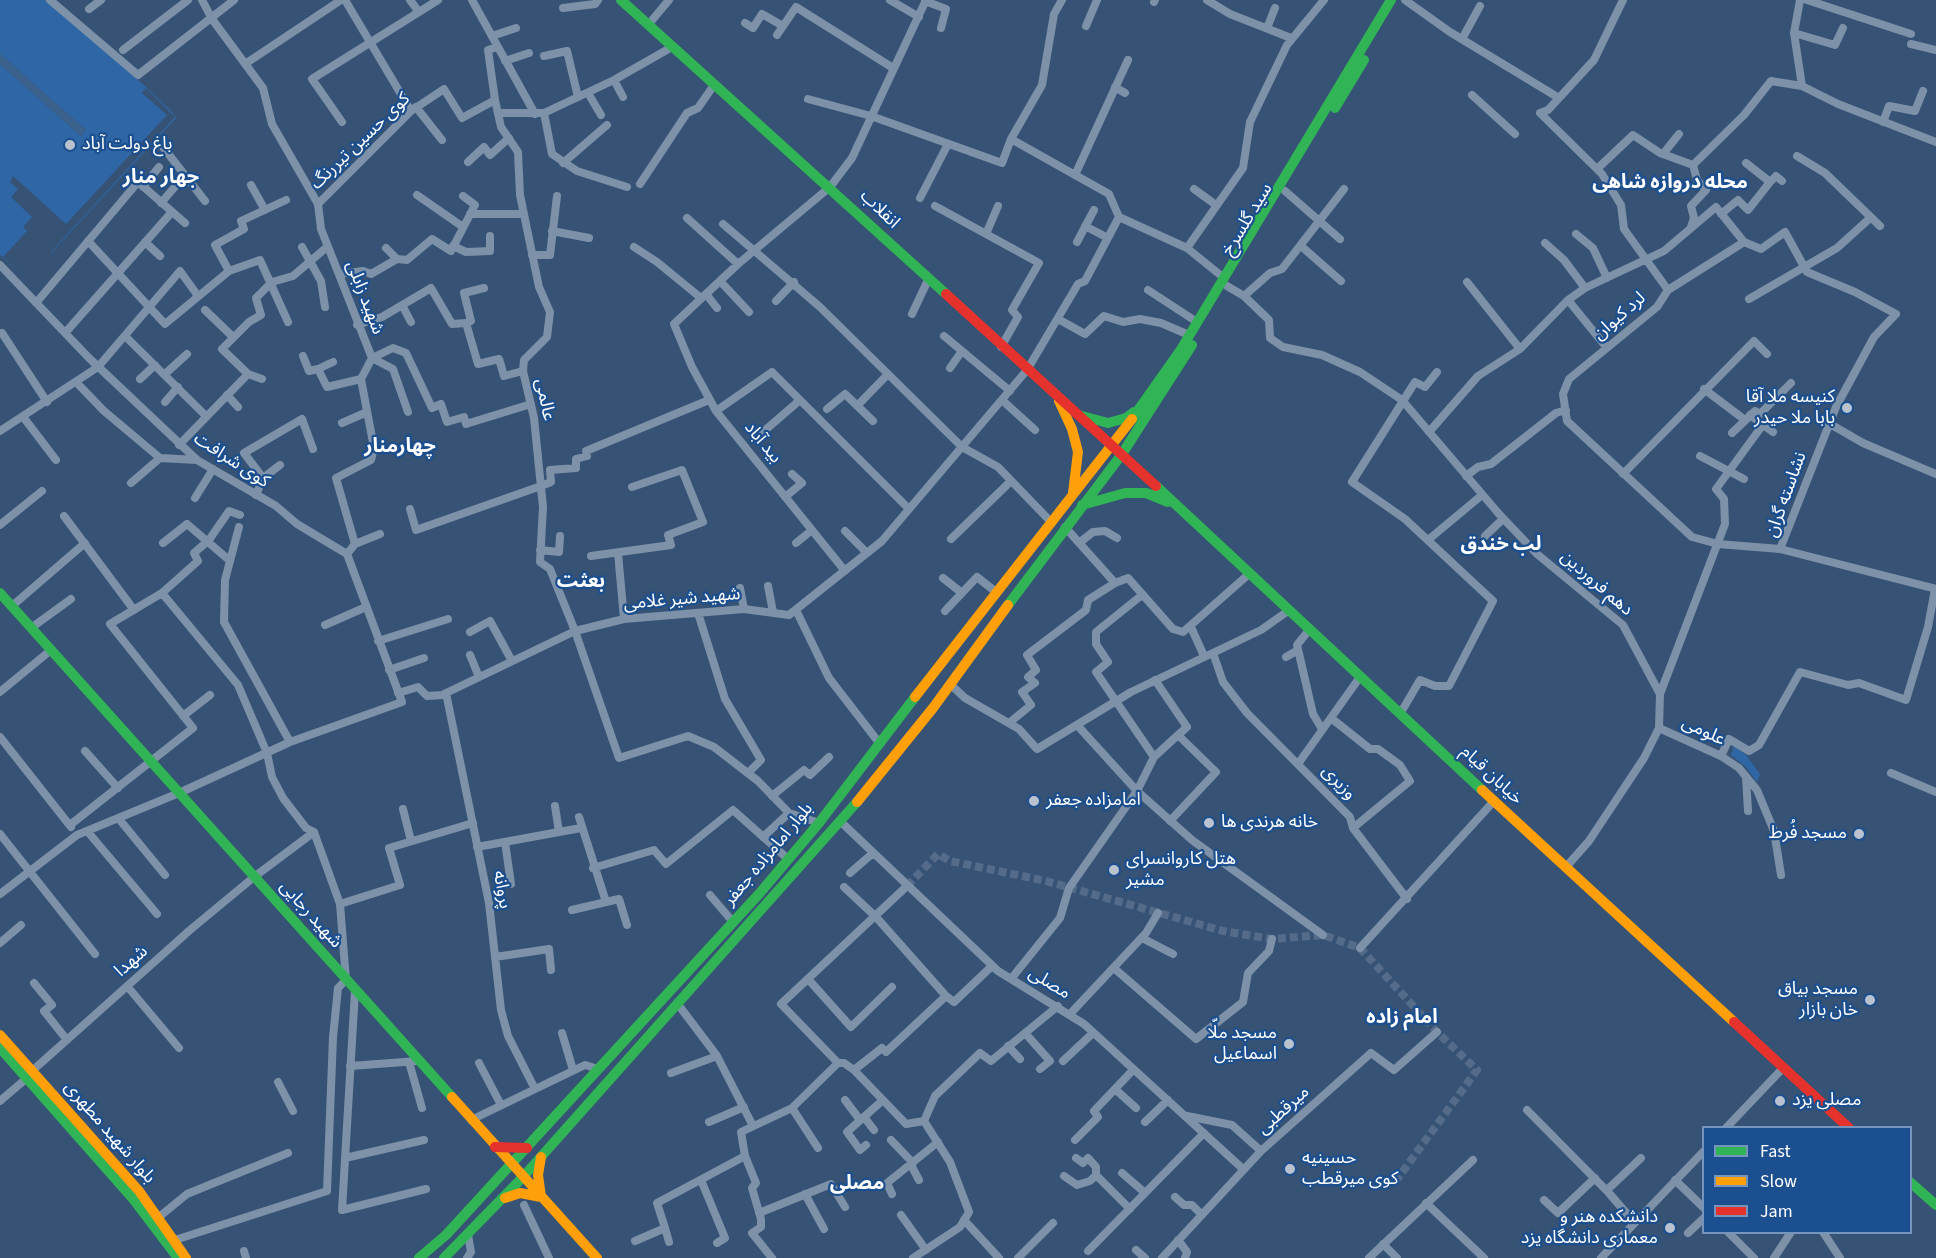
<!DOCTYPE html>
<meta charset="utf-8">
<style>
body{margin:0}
#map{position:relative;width:1936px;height:1258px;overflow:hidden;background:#365274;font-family:"Source Sans 3",sans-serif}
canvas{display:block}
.legend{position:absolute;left:1702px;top:1126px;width:210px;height:108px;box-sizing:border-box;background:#1b4f8f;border:2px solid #7695bc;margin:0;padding:8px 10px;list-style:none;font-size:18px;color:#fff}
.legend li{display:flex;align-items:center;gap:12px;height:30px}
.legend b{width:30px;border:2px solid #7695bc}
</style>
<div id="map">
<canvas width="1936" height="1258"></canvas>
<ul class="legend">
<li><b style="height:8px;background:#30b455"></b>Fast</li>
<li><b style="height:8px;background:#ff9f0a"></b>Slow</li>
<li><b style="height:8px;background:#e5322d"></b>Jam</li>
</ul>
</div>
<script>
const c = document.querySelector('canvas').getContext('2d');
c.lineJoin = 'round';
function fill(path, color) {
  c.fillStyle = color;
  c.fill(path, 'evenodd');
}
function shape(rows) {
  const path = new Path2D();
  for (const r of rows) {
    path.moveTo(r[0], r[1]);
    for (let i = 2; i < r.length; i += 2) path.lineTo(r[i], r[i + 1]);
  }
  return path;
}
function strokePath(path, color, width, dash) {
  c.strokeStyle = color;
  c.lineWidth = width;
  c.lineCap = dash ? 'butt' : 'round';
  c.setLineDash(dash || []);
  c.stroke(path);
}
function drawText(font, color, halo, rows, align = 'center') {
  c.font = font + ' "Source Sans 3","Noto Sans Arabic",sans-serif';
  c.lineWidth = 4.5;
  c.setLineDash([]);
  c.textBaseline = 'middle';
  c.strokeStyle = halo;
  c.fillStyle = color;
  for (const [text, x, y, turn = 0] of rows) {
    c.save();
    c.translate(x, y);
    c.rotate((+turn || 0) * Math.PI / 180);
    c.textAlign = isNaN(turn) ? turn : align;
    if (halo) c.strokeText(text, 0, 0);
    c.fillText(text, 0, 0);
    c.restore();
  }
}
const green = shape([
 [0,0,48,0,146,87,171,111,176,118,52,252,55,256,51,252,175,117,146,88,142,93,167,115,66,224,13,176,10,182,18,189,11,197,32,217,23,227,27,231,3,257,30,283,0,255,0,64,81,136,86,130,0,54],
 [1734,746,1746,755,1760,774,1757,782,1746,767,1731,755]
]);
const water = shape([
 [0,54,86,130,81,136,0,64]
]);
const streetTunnel = shape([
 [907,886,938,854,950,861,1046,881,1223,931,1272,939,1323,935,1360,948,1437,1032,1477,1070,1395,1182]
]);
const street = shape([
 [50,0,138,75,234,0],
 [202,0,212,19,263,88,272,124,318,204,411,111,444,89,462,118,495,100,501,127,518,152,520,195,539,287,550,312,547,337,524,360,523,371,534,418,543,507,540,562,550,569,575,631,619,758,688,736,714,747,758,781,789,813,819,823],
 [345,0,411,111],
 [410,0,419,12],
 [472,0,535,114],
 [890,0,919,17],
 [1207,0,1230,14,1291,38],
 [1405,0,1450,32,1559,98],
 [1623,0,1594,60,1548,110,1540,113,1602,174,1621,205,1624,229,1668,290],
 [1800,0,1794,33,1802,86,1838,104,1936,142],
 [1807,0,1911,34],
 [925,1,946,9,941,28],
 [1154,2,1155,0],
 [563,8,595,4,598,0],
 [89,9,101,0],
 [745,23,753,28,762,14,783,26],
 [648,25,669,0],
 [1086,26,1097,0],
 [1267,28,1275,8],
 [1794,33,1835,45,1843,28],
 [777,35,796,7,893,68],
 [492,36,516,28],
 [1462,39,1480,6],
 [1911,44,1936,50],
 [123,50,188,0],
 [544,56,567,51,578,97],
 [505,61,529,53],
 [245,64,341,0],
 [614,80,623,97],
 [1115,87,1125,93],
 [588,93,601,115],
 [1472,95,1515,134],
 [808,99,871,116,1002,163,1011,139,1042,85,1054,14,1062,0],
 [495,100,488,50,497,47],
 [416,107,442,140],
 [498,113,544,113,614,80,672,47],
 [544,113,552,154,577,171,627,187],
 [342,122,312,79,438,0],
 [1883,122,1889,106,1915,111,1923,91],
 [1011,139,1109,194,1119,217,1187,248,1224,278],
 [163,147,205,201],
 [1663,154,1679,134],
 [1797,156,1825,173,1880,226],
 [468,162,484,147,490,155,509,138],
 [563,163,607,125],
 [1693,165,1744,115,1771,81,1802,86],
 [1597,169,1633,135,1660,153,1693,165],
 [1075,175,1128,60],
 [1770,182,1776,176,1782,181],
 [640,184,687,113,698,108,714,85],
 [251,185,265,210],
 [143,187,159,167],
 [1194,189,1216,205],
 [1285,191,1340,239],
 [417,195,463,227],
 [920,198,948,144],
 [161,203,185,175],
 [318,204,321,229,372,358,361,379,374,448,371,460,336,478,355,544,347,554],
 [935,206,1039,263,1012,310,1018,317,1001,347],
 [470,214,524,214],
 [1721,214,1738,200,1748,210,1770,182,1746,163],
 [687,218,738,264],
 [723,224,820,307,962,447,998,467,1052,523],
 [1085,226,1108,238],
 [1691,227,1694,218,1691,206,1706,190,1697,180,1693,165],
 [552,231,589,238],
 [986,234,998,206],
 [1576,234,1593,248,1607,278],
 [88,241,165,324,229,271,260,260,288,322],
 [145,242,160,256],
 [1077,242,1094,210],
 [1545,243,1564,260,1585,288],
 [453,246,466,252,490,251,490,236],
 [1301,246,1341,281],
 [302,247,321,281,325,307],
 [634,247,657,262,701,298],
 [386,248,397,259],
 [1187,248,1243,168,1250,122,1287,45,1324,0],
 [532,255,550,255,557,196],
 [0,265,89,358,197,460,276,506,297,524,347,554,402,702,290,742,179,793,77,835,0,894],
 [229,271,215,245,244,229,241,221,286,200],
 [340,274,363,271,371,274,397,259,407,260,432,239,451,251,475,205,463,196],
 [720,281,749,312],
 [1467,282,1520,349],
 [1227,286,1244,296,1269,320,1270,338,1283,347,1322,355,1360,372,1402,400,1499,514,1537,554,1623,625,1660,694],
 [1148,290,1197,322],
 [706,294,717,308],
 [1244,296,1270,273,1282,269,1344,189],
 [1749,299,1837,248,1869,219],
 [1568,300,1607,348],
 [776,301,794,282],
 [36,303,138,182,185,223],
 [402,305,411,322],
 [205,310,233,337],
 [912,314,928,280],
 [1058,319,1085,334,1104,316,1123,322,1140,319,1161,323,1189,335],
 [466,323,471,321,464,293,484,288],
 [357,325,382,317,431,288,452,324,466,323,478,364,499,359,504,376,523,371],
 [2,333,47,402],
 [65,333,171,213],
 [125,336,206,416],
 [944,336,1010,391],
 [303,356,309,371,318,369,327,387,361,379],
 [372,358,393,348,406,353,432,408,441,404,447,422,464,417,466,424,531,404],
 [372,358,393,369,408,412],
 [950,368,962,351],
 [318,369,333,362],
 [165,374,187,354],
 [248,374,262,379],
 [140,379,155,365],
 [76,382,104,411,160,458,131,483],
 [1704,389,1745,420],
 [227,395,238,407],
 [1002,400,1035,430],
 [165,402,178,387],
 [857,406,888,374],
 [827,409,845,394,873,421],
 [716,411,772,372,909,509],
 [1750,415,1773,432],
 [24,418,56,460],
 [342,423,367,412],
 [1830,424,1863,443,1936,474],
 [1762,426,1716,489,1724,499,1725,524,1660,694,1659,728,1721,756,1739,768,1757,790,1774,831,1781,875],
 [0,431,98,367,180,271,198,296],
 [763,432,800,400],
 [1429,432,1478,376,1520,349,1568,300,1585,288,1664,251,1716,207,1744,242],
 [1732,433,1755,411,1760,414,1791,383],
 [179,445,248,374,222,349,249,322,261,315,256,298,272,282,293,276,327,247],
 [1700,456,1744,479],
 [160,458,197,460],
 [1623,474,1754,341,1767,354],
 [1466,476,1478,467,1491,464,1556,413,1566,410],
 [263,478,280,465],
 [256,495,263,478,244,453,302,419,313,449],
 [785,497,802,483,792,474],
 [195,498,213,469],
 [410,509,416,530,541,486,551,482,550,470,576,468,576,459,587,456,586,451,709,400],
 [64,516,134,610],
 [0,525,42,491],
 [239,527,225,580,224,622,290,742],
 [1065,527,1115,583,1128,578,1173,629,1183,632,1249,574],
 [845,531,867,553],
 [1485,536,1503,519],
 [951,539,1011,481],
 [1428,540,1482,495],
 [163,543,187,524,229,560],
 [796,543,812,530],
 [1079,543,1093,532,1105,531,1117,538],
 [355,544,380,534],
 [1780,549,1836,407,1874,337,1896,314,1855,292,1807,272,1785,232,1761,249,1744,242,1668,290,1657,307,1569,379,1563,394,1567,421,1692,537,1718,544,1780,549,1936,589],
 [540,550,559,552,560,536],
 [618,553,624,619],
 [591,556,671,545,668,535,703,522,682,470,632,487],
 [845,571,716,411,692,367,674,324,738,264,830,187,852,158,926,0],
 [943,578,962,593],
 [768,586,773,612],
 [740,588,744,609],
 [162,593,238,685,267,753,272,777,283,798,306,828,314,832,340,904,346,980,338,988,333,1037,327,1191,175,1240],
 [12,606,85,543],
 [796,610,829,678,880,744],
 [945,611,977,577,996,592],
 [698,613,725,699,761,760,748,773],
 [325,625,366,607],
 [1191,627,1204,656],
 [31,628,71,599],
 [1309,630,1297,645,1313,714,1322,729],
 [470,632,490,621,512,661],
 [378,641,448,619],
 [1213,653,1223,682,1247,713,1350,817,1353,828,1407,899],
 [470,655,479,677],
 [1286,657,1298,650],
 [389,670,424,658],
 [1155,680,1187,727,1178,735,1216,772,1170,821],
 [951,685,965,698,1019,729,1037,749,1131,692,1261,630,1288,611],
 [0,692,51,650],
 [398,693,418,687,427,696,442,695,575,631,624,619,744,609,789,615,882,541,1027,370,1078,284,1085,281,1119,217],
 [446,693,489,903,501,1010,508,1036,535,1089],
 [1400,714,1420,680,1435,686,1449,686,1493,601,1405,519,1352,482,1415,382,1425,387,1437,372],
 [183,716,210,695],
 [1331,718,1370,749,1378,749,1400,765,1410,781,1353,828],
 [1009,723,1031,705,1022,692,1035,683,1028,677,1036,670,1027,655,1086,610,1088,600,1115,583],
 [1077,725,1137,791,1192,840,1323,935],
 [0,737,71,827],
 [85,751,118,788],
 [1721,756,1729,739,1749,751,1759,745,1800,672,1848,685,1859,683,1906,700,1928,627,1935,589],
 [1154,757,1178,735],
 [1298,764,1360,677],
 [1891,773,1936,792],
 [1746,777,1748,811],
 [772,796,804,770,810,775,829,757],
 [555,806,559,832],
 [403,809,411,841],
 [579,817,606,902],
 [119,819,165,875],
 [841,822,998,971,1084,1024,1243,1169],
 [70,825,193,728,110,624,162,593,198,561,194,553,209,540,229,511,240,515],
 [88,832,157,914],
 [0,834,95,954],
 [763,837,789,813],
 [505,842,511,884],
 [477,847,581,828],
 [1566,867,1589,841,1644,758,1659,728],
 [593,868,654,850,666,864,733,810,788,859],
 [850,873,873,853],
 [907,886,781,1004,838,1063,844,1063,854,1070,906,1124,924,1121],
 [844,887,876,917,946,996],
 [710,895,733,922],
 [340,904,400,885,389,848,473,823],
 [572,910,619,899,627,925],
 [1142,938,1173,954],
 [0,943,21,925],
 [1360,948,1494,801],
 [495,957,549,949,551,970],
 [1115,969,1196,1039,1243,1002,1248,973,1269,951,1272,939],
 [808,979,851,1027,892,987],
 [1011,979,1060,918,1069,888,1137,791,1154,757,1096,672,1108,662,1096,644,1096,632,1142,595],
 [34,983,52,1005,44,1011,67,1040],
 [127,986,179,1048],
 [355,991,342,1210,426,1189],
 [677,1003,717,1056,753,1126],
 [1070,1014,1146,933,1158,913],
 [562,1033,573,1070],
 [1025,1033,1050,1061,1040,1069],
 [1008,1046,1020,1059],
 [1063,1061,1093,1033],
 [409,1062,422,1108],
 [479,1063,501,1105],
 [350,1066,418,1061],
 [854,1070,882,1048,886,1052,946,996,954,1002,992,966],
 [32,1071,190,930,254,877,314,832],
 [671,1073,717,1056],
 [278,1082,293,1111],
 [1115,1089,1136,1108],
 [845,1100,860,1120],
 [0,1101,27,1078],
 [792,1108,818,1148],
 [1527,1110,1608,1192,1635,1223],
 [1187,1116,1232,1125,1261,1151],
 [864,1117,874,1130],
 [471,1120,585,1065,598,1069],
 [924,1121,935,1096,980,1053,991,1061,1058,1006],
 [709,1122,744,1107],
 [1145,1122,1168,1100],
 [1726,1128,1784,1067],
 [891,1140,913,1163],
 [1075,1140,1098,1117,1094,1111,1133,1070],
 [866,1145,860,1150,847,1132,883,1100],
 [745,1156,756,1183,752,1188,761,1219,761,1227,752,1233,772,1258],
 [345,1158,424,1140],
 [1076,1158,1083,1163,1088,1158,1096,1167,1096,1175],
 [911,1165,919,1180],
 [1122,1173,1144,1192],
 [1064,1176,1077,1185,1090,1181,1096,1175,1130,1209],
 [701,1180,725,1238,717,1243],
 [1675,1180,1704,1208],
 [1607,1190,1641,1158],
 [805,1194,824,1229],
 [892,1194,887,1183,938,1142],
 [1175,1197,1184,1205,1192,1205,1201,1214],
 [1544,1200,1558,1213,1595,1178],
 [1426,1203,1484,1258],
 [524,1205,549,1258],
 [759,1213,831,1184,845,1207],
 [901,1215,926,1250],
 [159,1217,187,1194,288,1153],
 [964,1220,999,1258],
 [665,1228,669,1242],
 [1728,1232,1754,1258],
 [1823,1232,1840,1258],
 [1688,1233,1704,1218],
 [1178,1240,1187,1252,1185,1258],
 [635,1241,665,1228,657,1203,745,1156,741,1132,792,1108,838,1063],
 [1383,1244,1397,1258],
 [1136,1250,1145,1258],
 [244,1251,246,1258],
 [1088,1251,1204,1133],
 [467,1258,471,1252,468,1235],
 [913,1258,960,1227,969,1212,950,1162,924,1121],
 [1018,1258,1053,1223],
 [1162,1258,1261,1151,1371,1053,1394,1070,1437,1032],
 [1369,1258,1473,1160],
 [1601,1258,1704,1151],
 [1774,1258,1791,1232]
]);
const fast = shape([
 [621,0,946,294],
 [1335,108,1364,60],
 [1082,416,1108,423,1126,418,1134,412],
 [1132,419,1180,351,1391,0],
 [1156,486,1482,790],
 [1082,505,1125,493,1146,493,1168,502],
 [0,593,452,1097],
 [1008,605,1122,454,1192,345],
 [0,1048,134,1200,178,1258],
 [1910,1182,1936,1205],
 [419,1258,446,1235,759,894,819,823,915,697],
 [444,1258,523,1177,857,802]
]);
const slow = shape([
 [1059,401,1072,429,1078,452,1073,493],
 [915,697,1132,419],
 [1482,790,1734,1022],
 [857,802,933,708,1008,605],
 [0,1035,139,1191,186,1258],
 [452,1097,597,1258],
 [505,1198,520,1193,541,1197,538,1175,541,1157]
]);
const jam = shape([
 [946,294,1156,486],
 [1734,1022,1849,1128],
 [495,1147,527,1148]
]);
const markers = [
 [70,145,6,"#b9c2ce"],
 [1847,408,6,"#b9c2ce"],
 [1034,801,6,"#b9c2ce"],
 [1209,823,6,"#b9c2ce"],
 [1859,834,6,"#b9c2ce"],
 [1114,870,6,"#b9c2ce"],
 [1870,1000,6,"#b9c2ce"],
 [1289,1044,6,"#b9c2ce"],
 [1780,1101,6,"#b9c2ce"],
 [1290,1169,6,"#b9c2ce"],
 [1670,1228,6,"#b9c2ce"]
];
const streetNames = [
 ["کوی حسین تیررنگ",361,142,-44],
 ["انقلاب",879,210,44],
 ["سید گلسرخ",1248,220,-59],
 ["شهید زابلی",364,298,69],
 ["لرد کیوان",1620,317,-41],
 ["عالمی",544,400,79],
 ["بید آباد",762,443,51],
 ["کوی شرافت",231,461,33],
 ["نشاسته گران",1787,495,-70],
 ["دهم فروردین",1596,584,41],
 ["شهید شیر غلامی",682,600,-5],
 ["علومی",1703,732,25],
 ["خیابان قیام",1491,776,43],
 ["وزیری",1338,783,46],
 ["بلوار امامزاده جعفر",769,855,-50],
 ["پروانه",501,890,80],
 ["شهید رجایی",310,915,48],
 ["شهدا",132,962,-42],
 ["مصلی",1049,984,31],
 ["میرقطبی",1284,1111,-42],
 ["بلوار شهید مطهری",109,1133,49]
];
const poiNames = [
 ["باغ دولت آباد",82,145],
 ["کنیسه ملا آقا",1835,398,"right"],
 ["بابا ملا حیدر",1835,419,"right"],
 ["امامزاده جعفر",1046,801],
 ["خانه هرندی ها",1221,823],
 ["مسجد فُرط",1847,834,"right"],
 ["هتل کاروانسرای",1126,860],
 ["مشیر",1126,881],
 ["مسجد بیاق",1858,990,"right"],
 ["خان بازار",1858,1011,"right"],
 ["مسجد ملّا",1277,1034,"right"],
 ["اسماعیل",1277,1055,"right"],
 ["مصلی یزد",1792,1101],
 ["حسینیه",1302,1159],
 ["کوی میرقطب",1302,1180],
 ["دانشکده هنر و",1658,1218,"right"],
 ["معماری دانشگاه یزد",1658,1239,"right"]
];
const neighbourhoodNames = [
 ["جهار منار",161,179],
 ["محله دروازه شاهی",1670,184],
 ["چهارمنار",400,448],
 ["لب خندق",1501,546],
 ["بعثت",581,583],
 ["امام زاده",1402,1019],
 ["مصلی",857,1185]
];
fill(green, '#2f66a5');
fill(water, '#3b618d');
strokePath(streetTunnel, '#546c89', 8, [8, 4]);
strokePath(street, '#7d92a8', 8);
strokePath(fast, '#30b455', 10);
strokePath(slow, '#ff9f0a', 10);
strokePath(jam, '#e5322d', 10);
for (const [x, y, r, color] of markers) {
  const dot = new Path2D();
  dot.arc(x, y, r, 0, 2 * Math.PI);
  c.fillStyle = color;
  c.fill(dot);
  strokePath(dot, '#1b4f8f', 2);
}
drawText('18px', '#fff', '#1b4f8f', streetNames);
drawText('18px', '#fff', '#1b4f8f', poiNames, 'left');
drawText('bold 20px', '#fff', '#1b4f8f', neighbourhoodNames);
</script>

### TRY IT
Each line of the data above containing the string "canvas" is to be copied.

### WRITTEN ANSWER
canvas{display:block}
<canvas width="1936" height="1258"></canvas>
const c = document.querySelector('canvas').getContext('2d');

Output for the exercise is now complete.